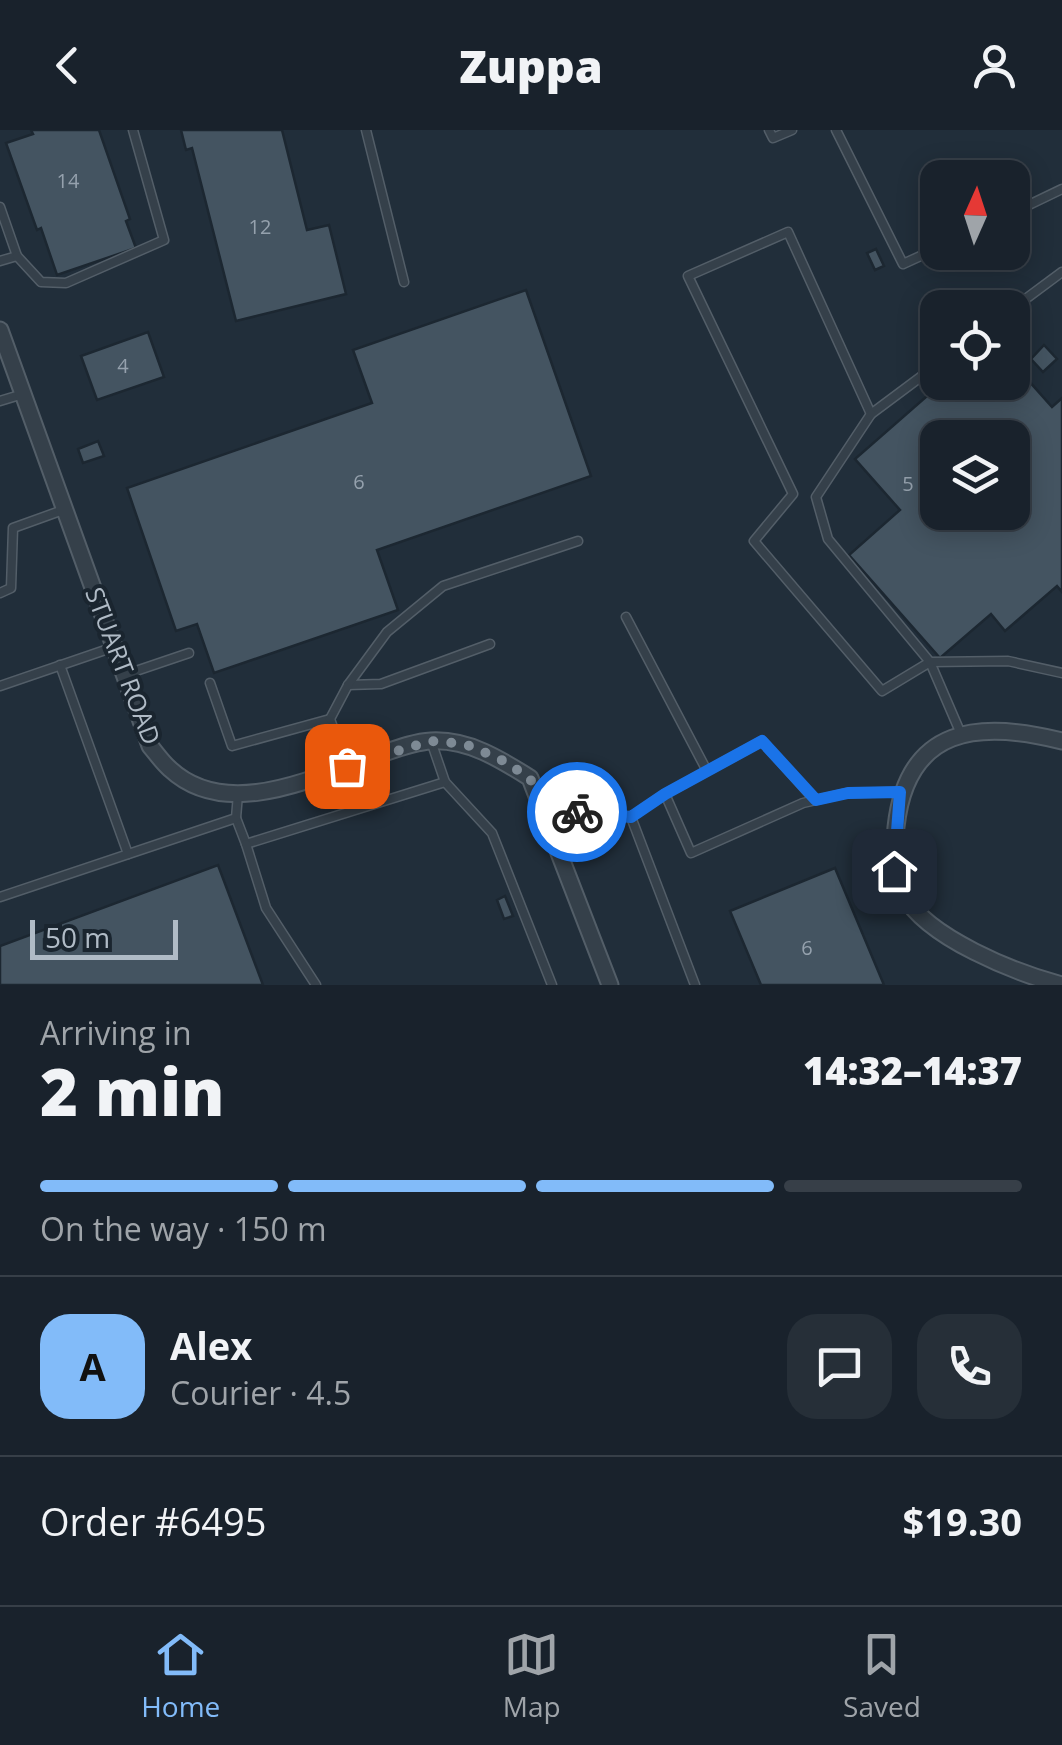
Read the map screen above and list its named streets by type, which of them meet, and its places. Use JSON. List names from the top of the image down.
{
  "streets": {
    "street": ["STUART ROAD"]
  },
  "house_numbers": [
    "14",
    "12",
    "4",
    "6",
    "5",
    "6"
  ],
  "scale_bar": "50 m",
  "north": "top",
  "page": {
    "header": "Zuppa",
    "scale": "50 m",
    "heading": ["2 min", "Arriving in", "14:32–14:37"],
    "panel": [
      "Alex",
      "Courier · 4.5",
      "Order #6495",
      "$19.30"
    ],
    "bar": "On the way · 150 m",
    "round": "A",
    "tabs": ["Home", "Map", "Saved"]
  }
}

...

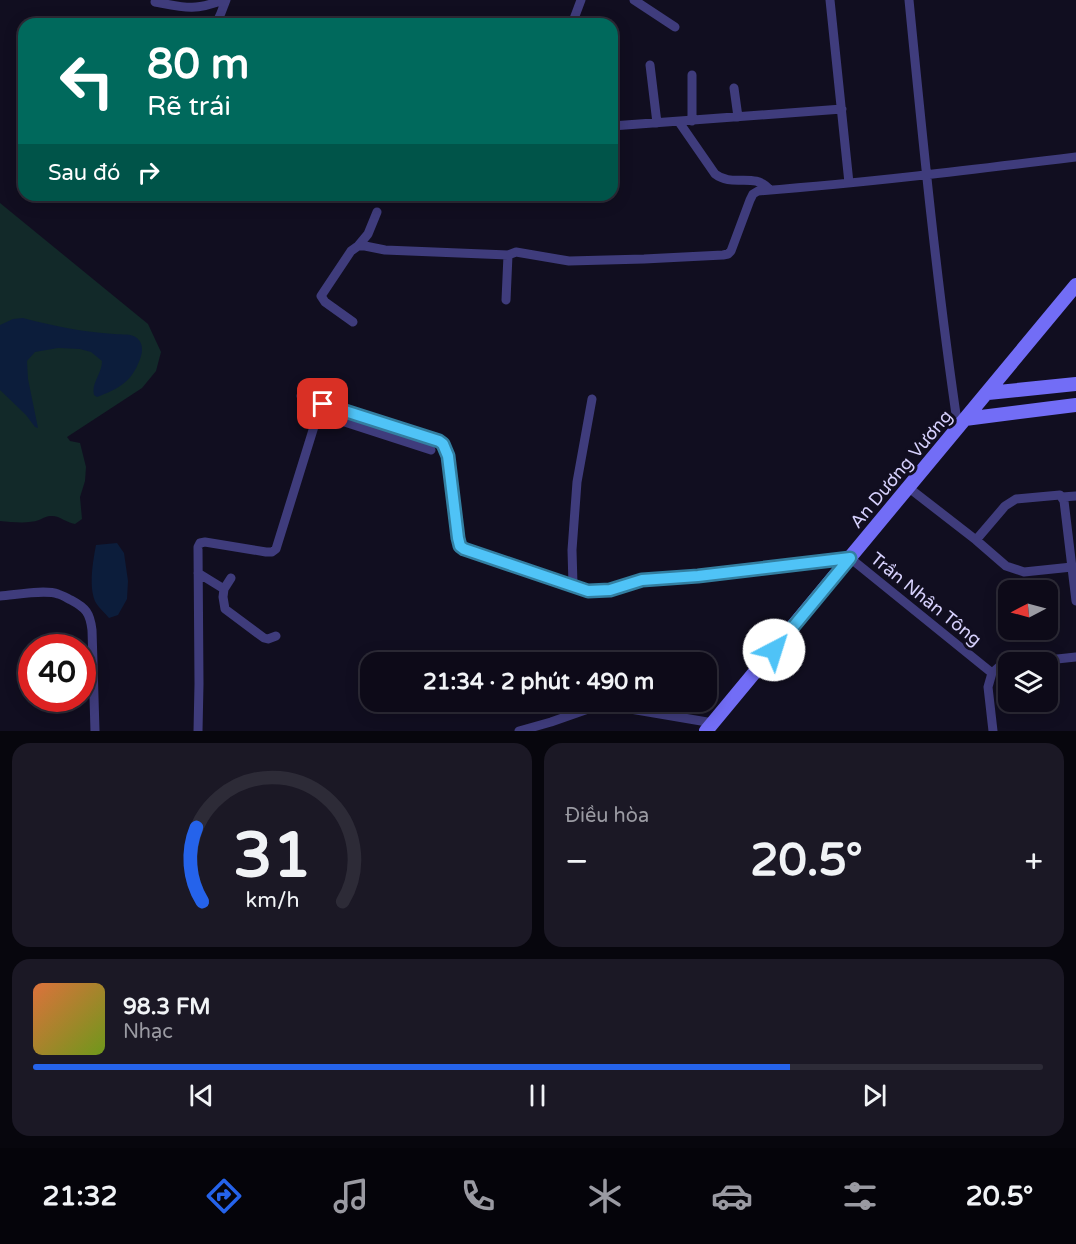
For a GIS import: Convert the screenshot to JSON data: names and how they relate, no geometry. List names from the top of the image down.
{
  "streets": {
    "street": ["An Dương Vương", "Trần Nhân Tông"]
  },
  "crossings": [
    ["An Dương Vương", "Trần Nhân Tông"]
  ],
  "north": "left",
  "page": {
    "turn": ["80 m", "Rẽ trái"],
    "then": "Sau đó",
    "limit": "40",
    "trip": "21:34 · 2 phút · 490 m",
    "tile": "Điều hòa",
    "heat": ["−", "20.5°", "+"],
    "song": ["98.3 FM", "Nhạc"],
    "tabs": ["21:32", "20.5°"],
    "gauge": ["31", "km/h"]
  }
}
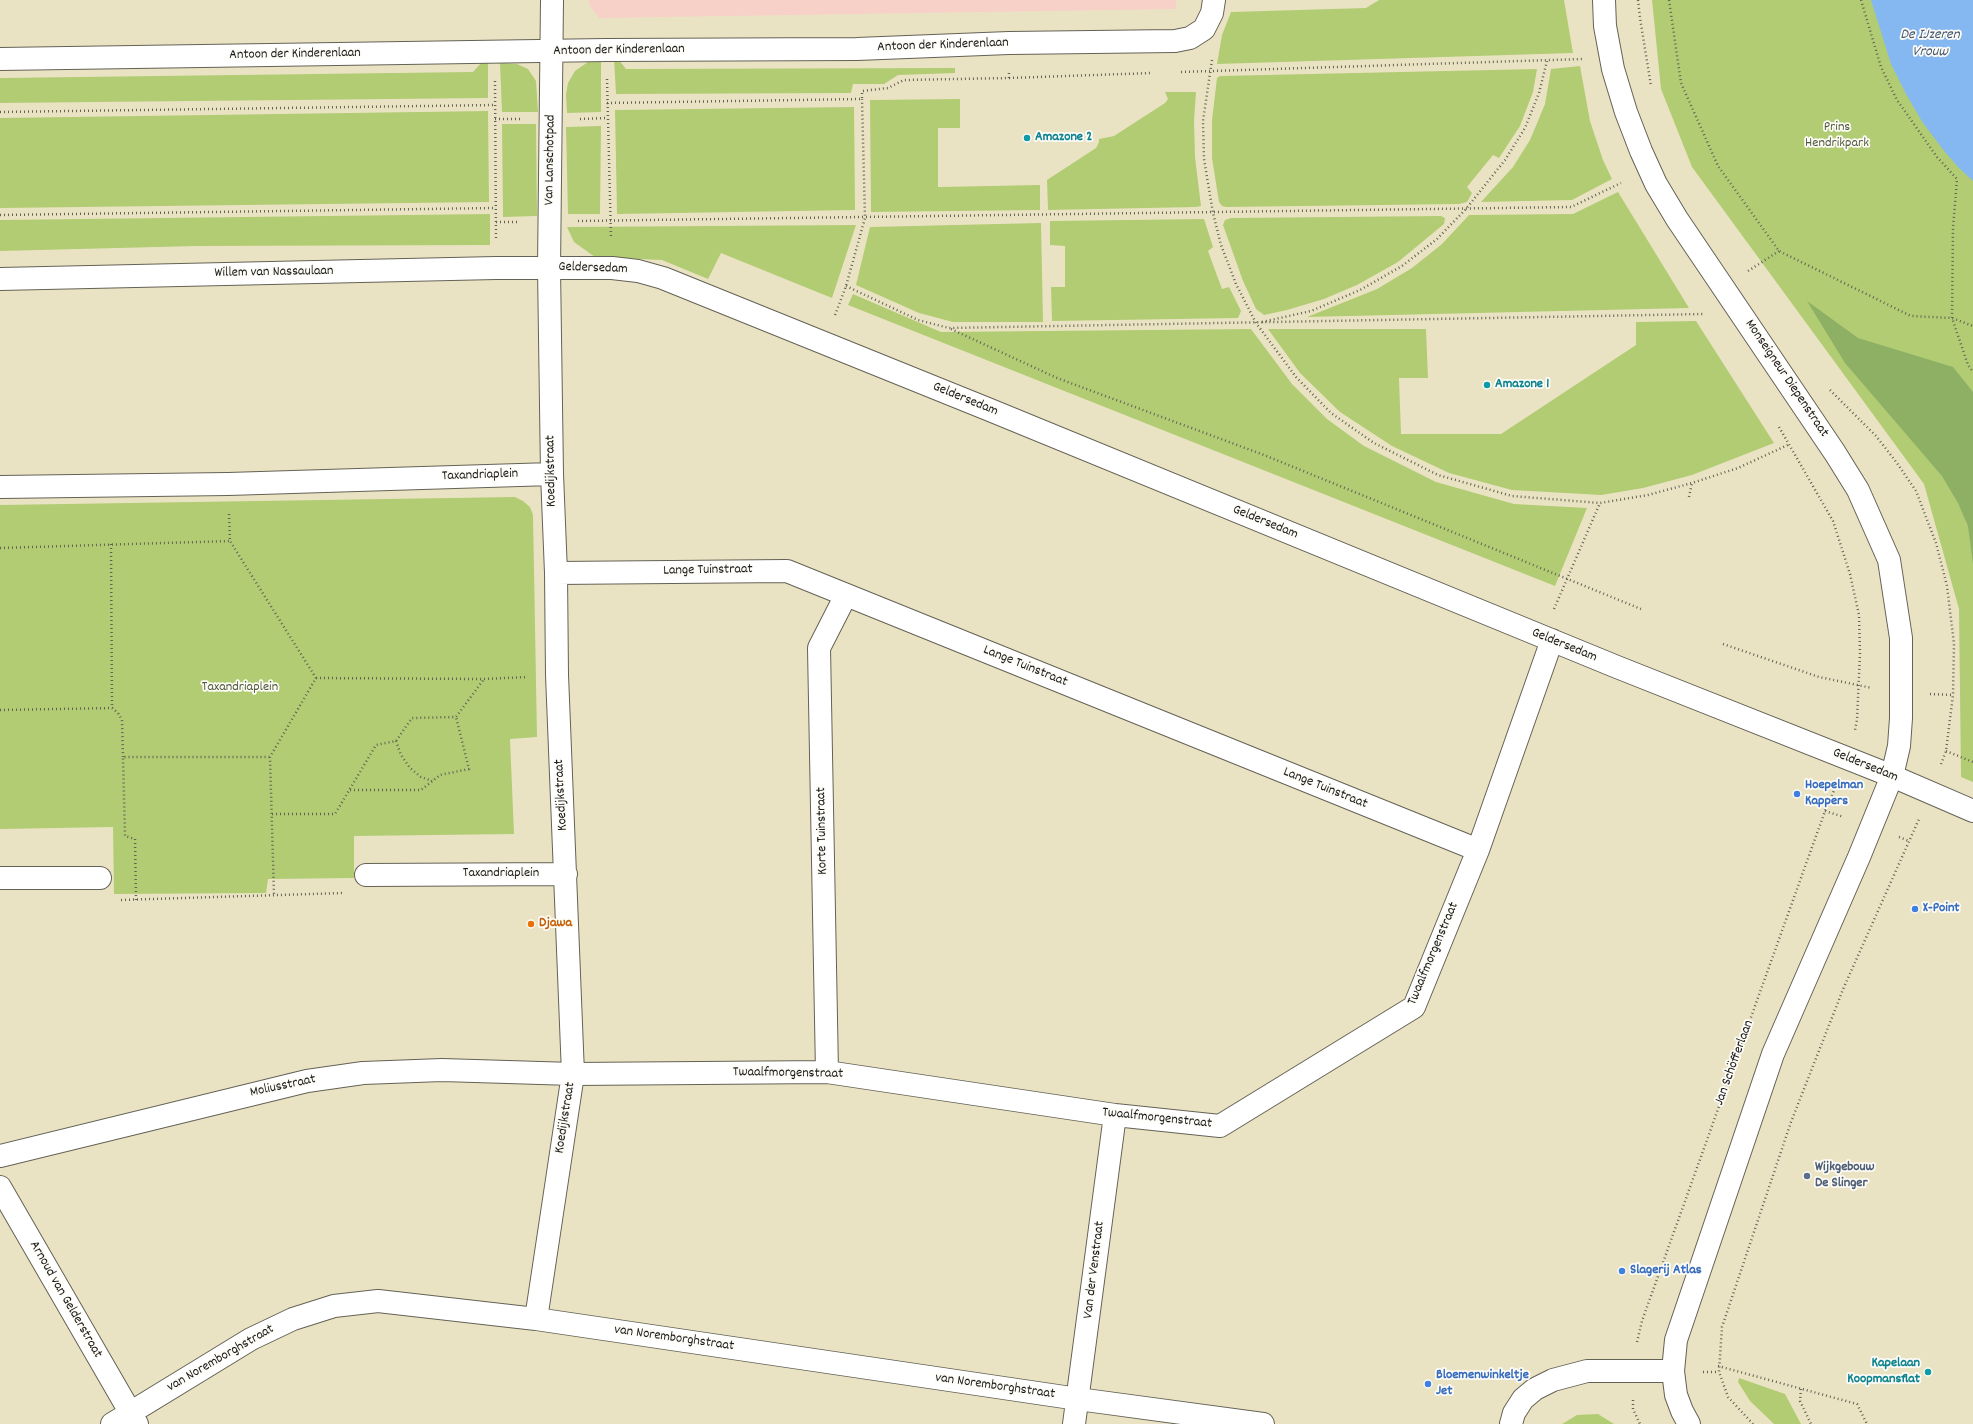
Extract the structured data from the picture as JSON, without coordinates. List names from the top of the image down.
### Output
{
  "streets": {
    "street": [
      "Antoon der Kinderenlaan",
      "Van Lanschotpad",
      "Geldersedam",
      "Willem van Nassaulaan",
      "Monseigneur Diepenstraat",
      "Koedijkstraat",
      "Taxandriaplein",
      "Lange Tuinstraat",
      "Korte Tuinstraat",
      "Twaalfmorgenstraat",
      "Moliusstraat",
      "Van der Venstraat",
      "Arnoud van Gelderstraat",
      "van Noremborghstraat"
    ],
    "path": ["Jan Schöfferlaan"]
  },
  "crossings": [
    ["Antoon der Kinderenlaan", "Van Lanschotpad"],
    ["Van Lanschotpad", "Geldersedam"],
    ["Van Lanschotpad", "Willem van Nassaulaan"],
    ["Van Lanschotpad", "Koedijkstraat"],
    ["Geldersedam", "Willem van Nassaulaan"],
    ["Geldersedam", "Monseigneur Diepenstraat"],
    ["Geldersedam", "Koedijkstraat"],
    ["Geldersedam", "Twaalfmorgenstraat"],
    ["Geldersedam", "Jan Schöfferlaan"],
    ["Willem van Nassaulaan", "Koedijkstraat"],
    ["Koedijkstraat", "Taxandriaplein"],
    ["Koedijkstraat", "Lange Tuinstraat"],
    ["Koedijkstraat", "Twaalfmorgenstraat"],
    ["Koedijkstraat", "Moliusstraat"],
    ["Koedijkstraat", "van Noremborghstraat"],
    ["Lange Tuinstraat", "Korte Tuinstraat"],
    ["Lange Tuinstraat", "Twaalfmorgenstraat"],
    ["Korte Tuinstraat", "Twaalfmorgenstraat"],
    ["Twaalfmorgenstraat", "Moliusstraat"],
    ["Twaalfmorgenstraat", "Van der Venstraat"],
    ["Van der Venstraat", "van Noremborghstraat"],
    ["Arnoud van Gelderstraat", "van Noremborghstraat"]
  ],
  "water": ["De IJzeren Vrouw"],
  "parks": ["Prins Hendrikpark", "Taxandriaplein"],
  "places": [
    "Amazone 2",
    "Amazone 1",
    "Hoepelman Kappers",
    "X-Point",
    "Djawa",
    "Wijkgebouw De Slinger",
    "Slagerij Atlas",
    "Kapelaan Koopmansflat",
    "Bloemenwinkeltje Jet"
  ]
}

* * *

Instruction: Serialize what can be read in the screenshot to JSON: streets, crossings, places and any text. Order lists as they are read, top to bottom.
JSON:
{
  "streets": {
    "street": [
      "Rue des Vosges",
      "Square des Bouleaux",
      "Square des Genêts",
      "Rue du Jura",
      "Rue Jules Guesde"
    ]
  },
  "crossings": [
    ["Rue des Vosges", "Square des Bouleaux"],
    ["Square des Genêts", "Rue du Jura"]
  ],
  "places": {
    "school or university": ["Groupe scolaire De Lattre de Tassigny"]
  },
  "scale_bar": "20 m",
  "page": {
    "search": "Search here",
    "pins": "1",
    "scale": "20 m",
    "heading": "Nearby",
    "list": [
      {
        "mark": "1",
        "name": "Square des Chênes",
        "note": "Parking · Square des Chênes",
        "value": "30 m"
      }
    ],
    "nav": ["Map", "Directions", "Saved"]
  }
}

What the exercise asks: Return the material from the line containing "For a GIS import: Convert" through the line containing "Extract the structured", exactly and in full, but without its pictures.

Solved exercise:
For a GIS import: Convert the screenshot to JSON data: names and how they relate, no geometry. List names from the top of the image down.
{
  "streets": {
    "street": ["An Dương Vương", "Trần Nhân Tông"]
  },
  "crossings": [
    ["An Dương Vương", "Trần Nhân Tông"]
  ],
  "north": "left",
  "page": {
    "turn": ["80 m", "Rẽ trái"],
    "then": "Sau đó",
    "limit": "40",
    "trip": "21:34 · 2 phút · 490 m",
    "tile": "Điều hòa",
    "heat": ["−", "20.5°", "+"],
    "song": ["98.3 FM", "Nhạc"],
    "tabs": ["21:32", "20.5°"],
    "gauge": ["31", "km/h"]
  }
}
Extract the structured data from the picture as JSON, without coordinates. List names from the top of the image down.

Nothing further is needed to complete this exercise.